• Description of the task: The pictures are to be dropped, and the records below are to be restated word for word.

• Given records:

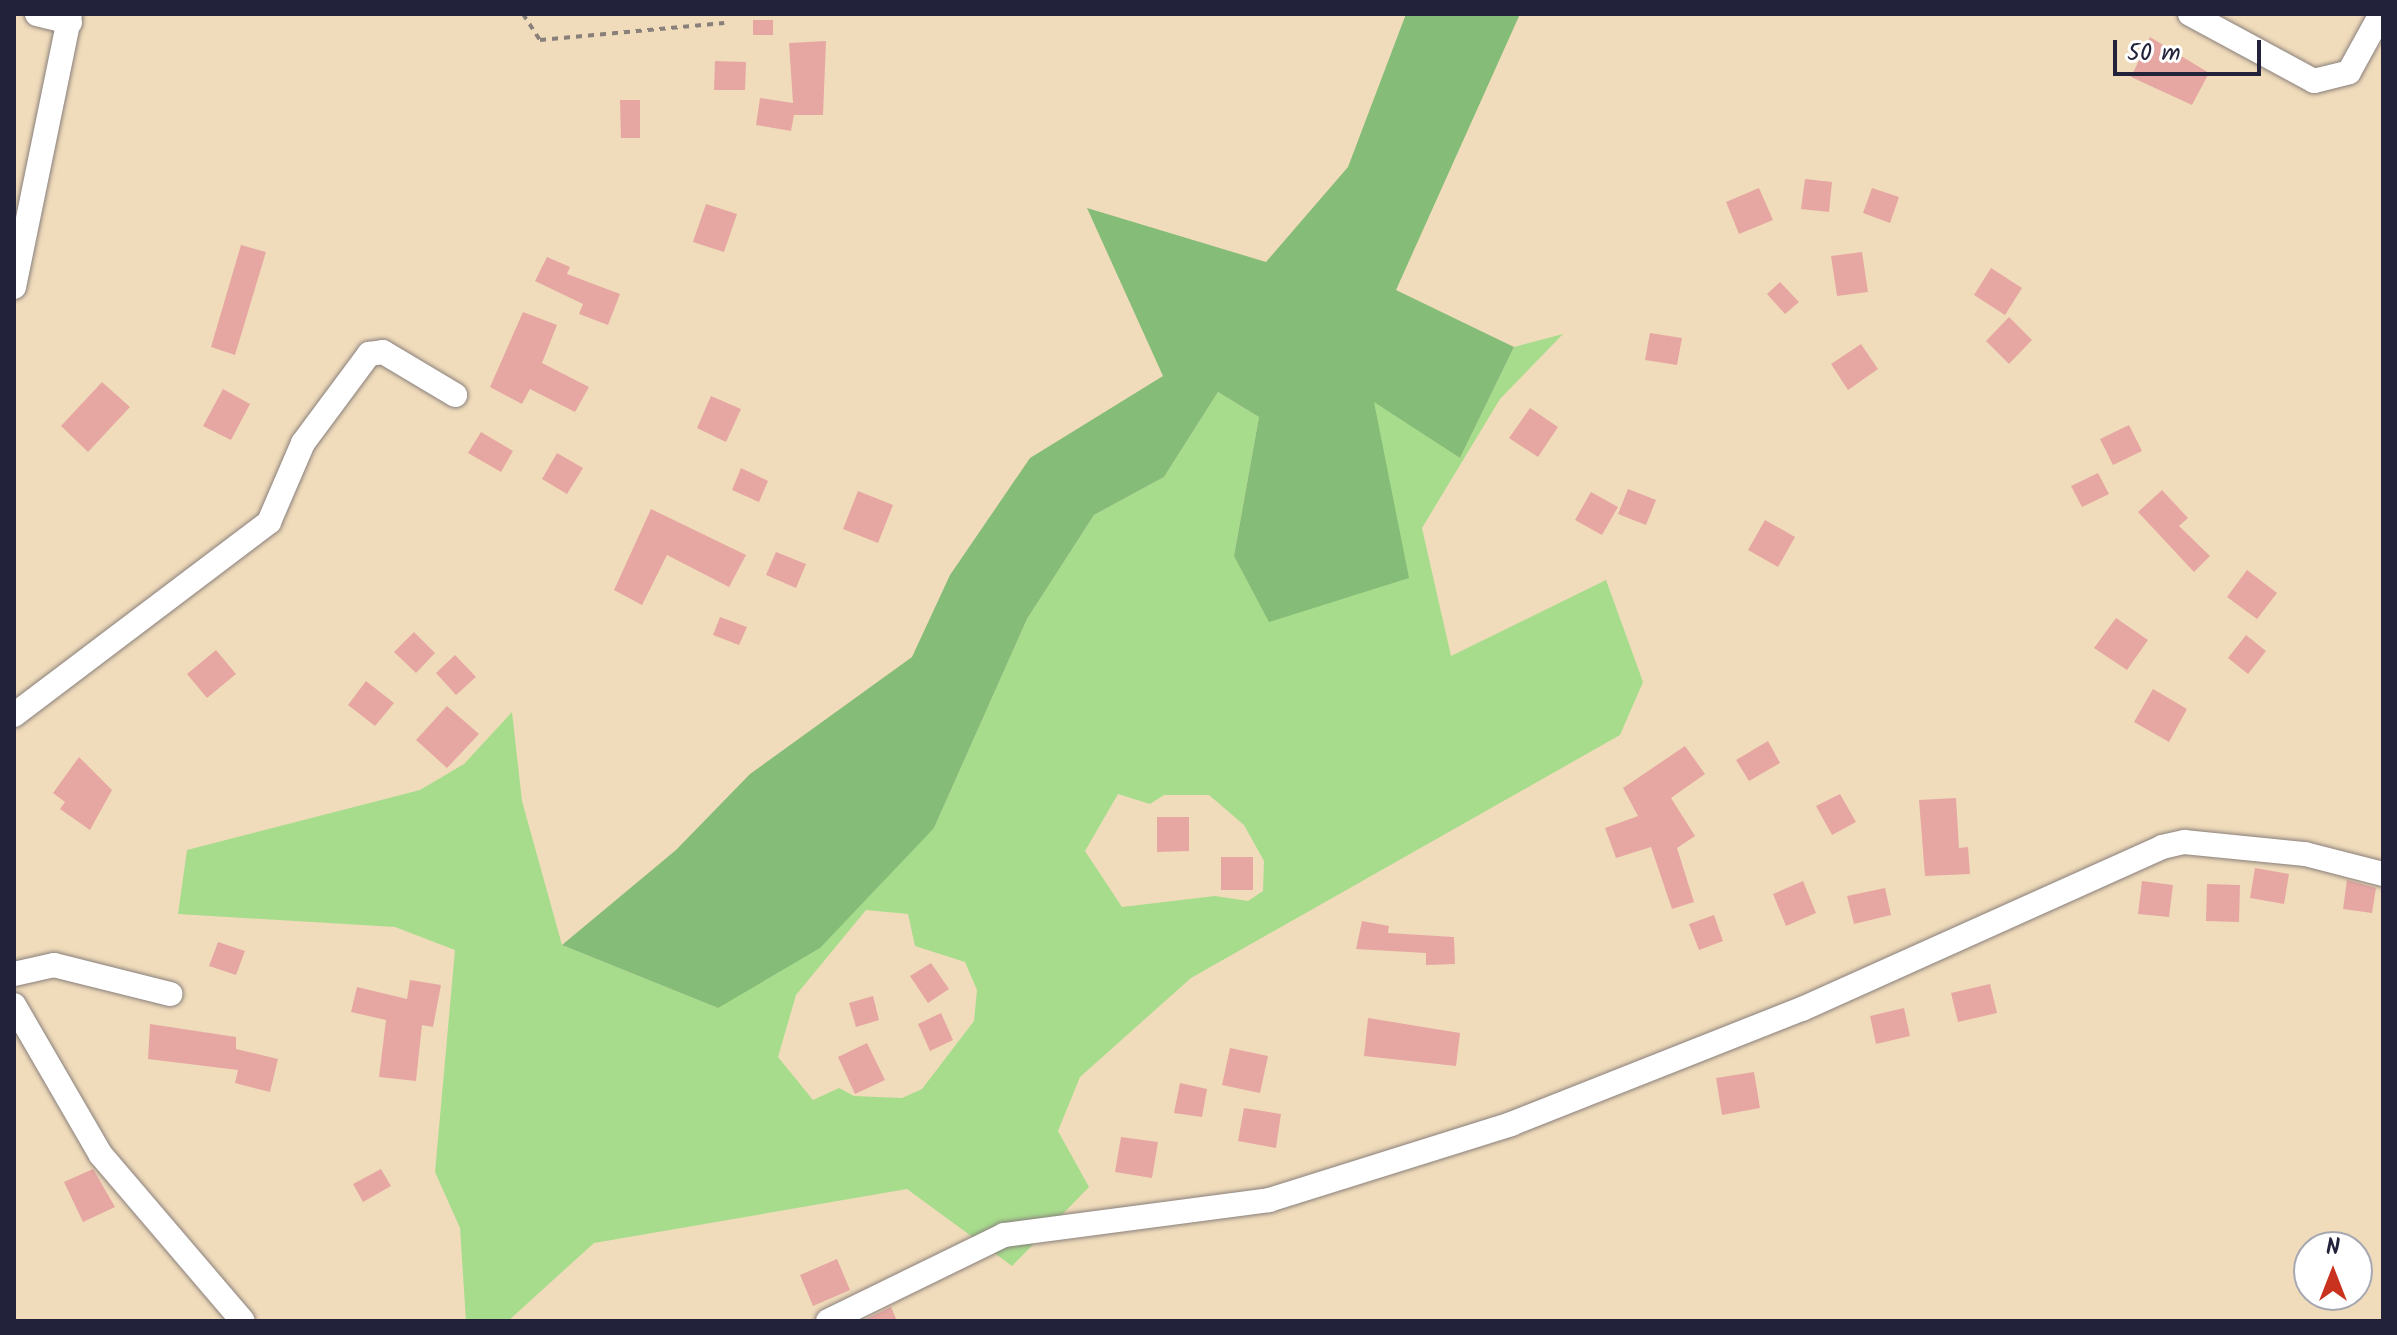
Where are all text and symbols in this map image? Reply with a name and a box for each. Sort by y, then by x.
scale bar [2117,24,2265,74]
text: 50 m [2127,34,2181,73]
north arrow [2293,1231,2373,1311]
text: N [2326,1231,2340,1266]

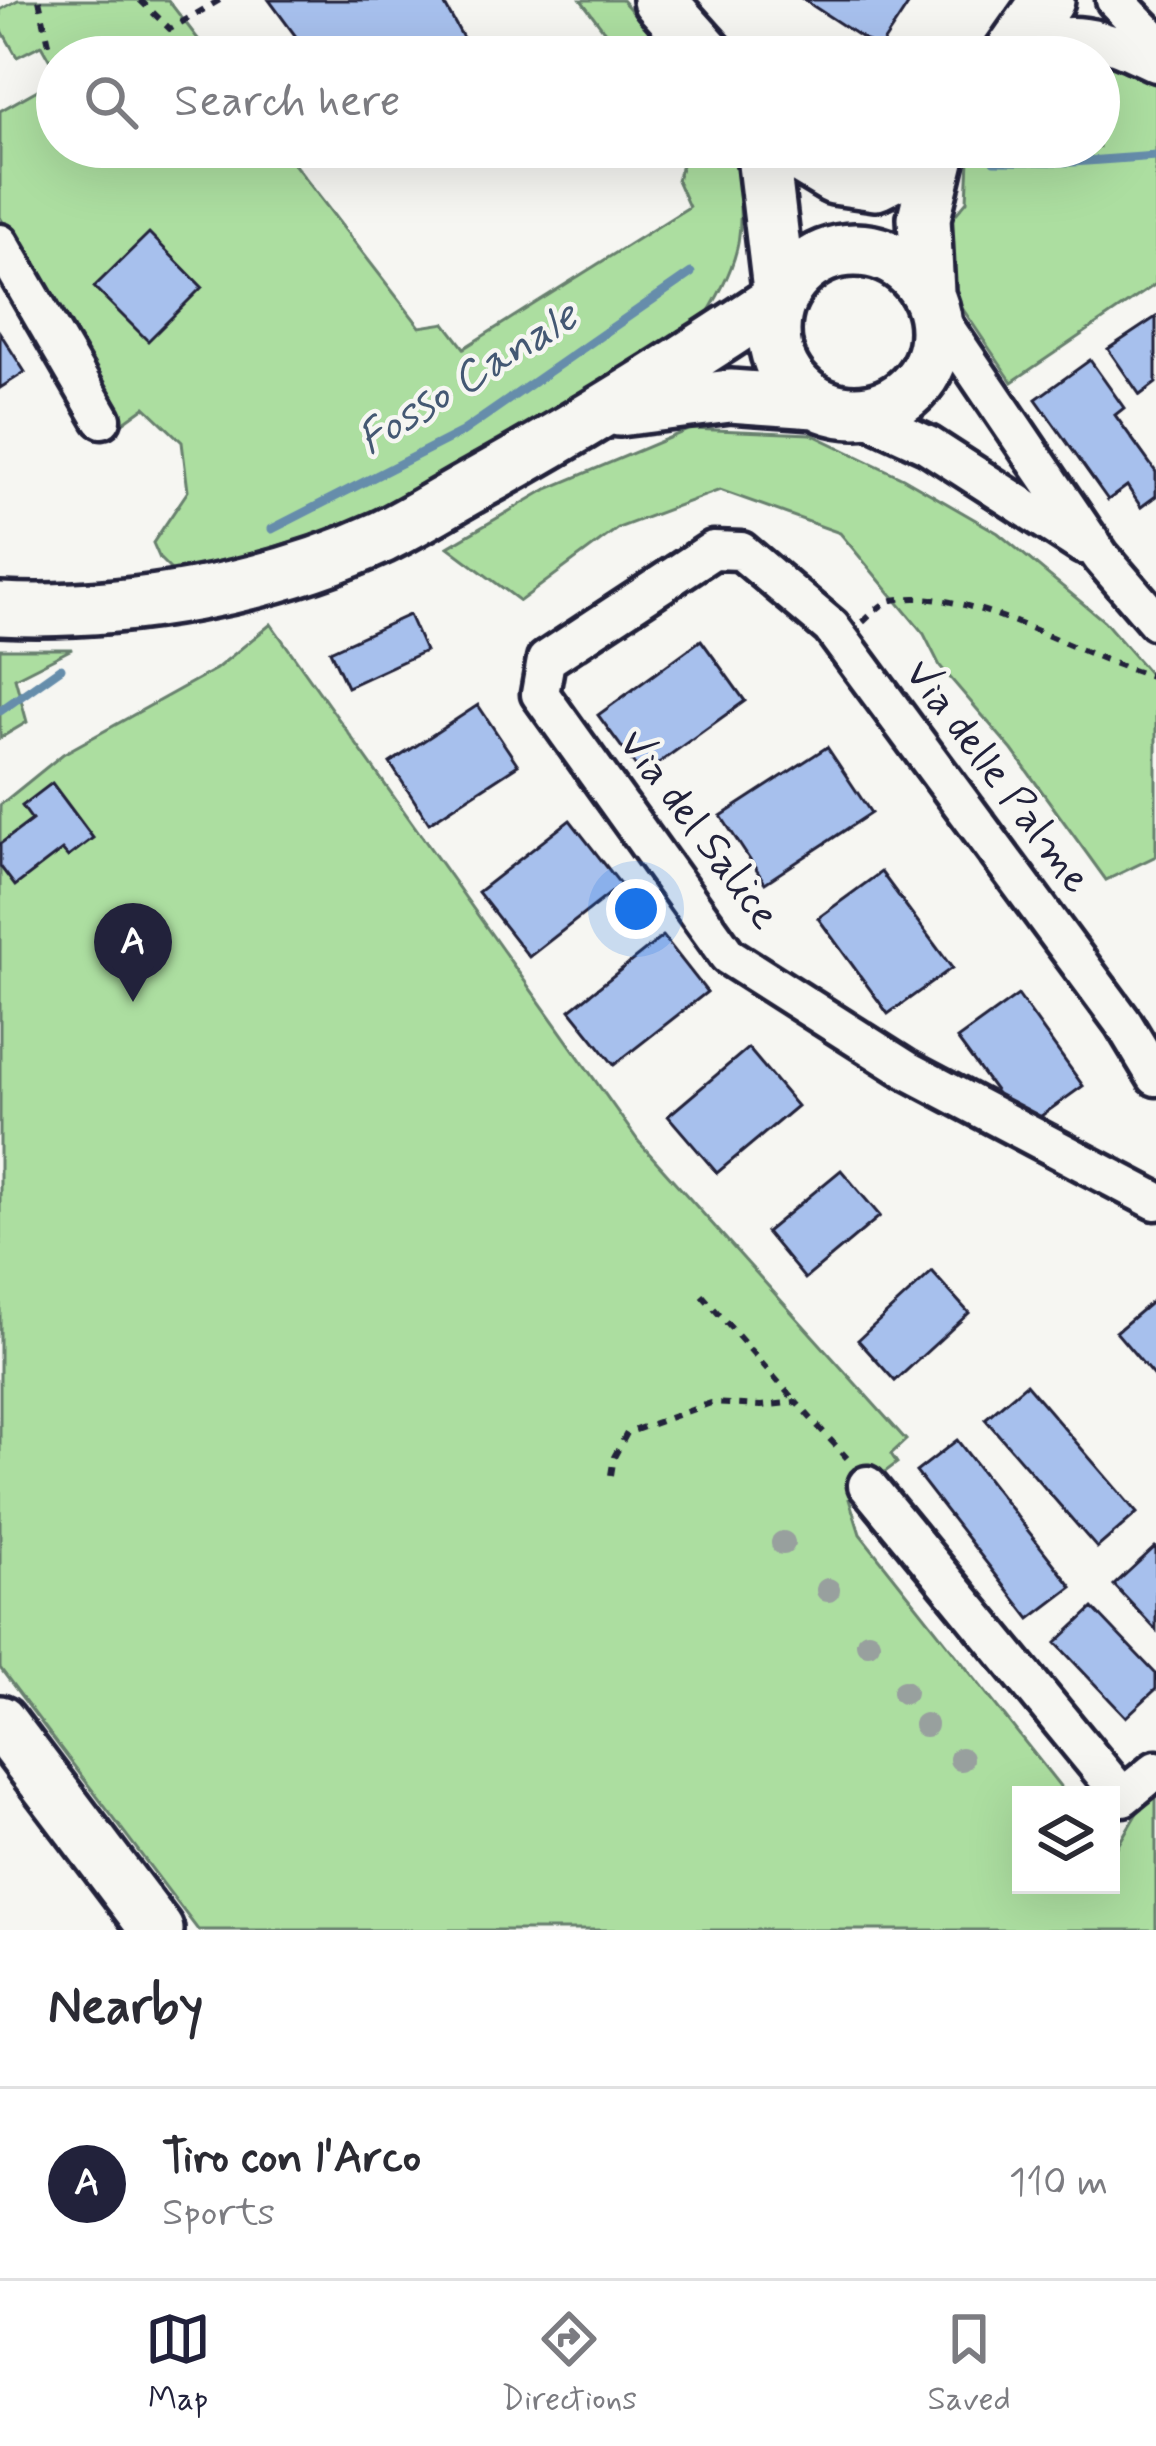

• Answer area:
Where are all text and symbols in this map image? Reply with a name and a box for each. Sort by y, then by x.
scale bar [2117,24,2265,74]
text: 50 m [2127,34,2181,73]
north arrow [2293,1231,2373,1311]
text: N [2326,1231,2340,1266]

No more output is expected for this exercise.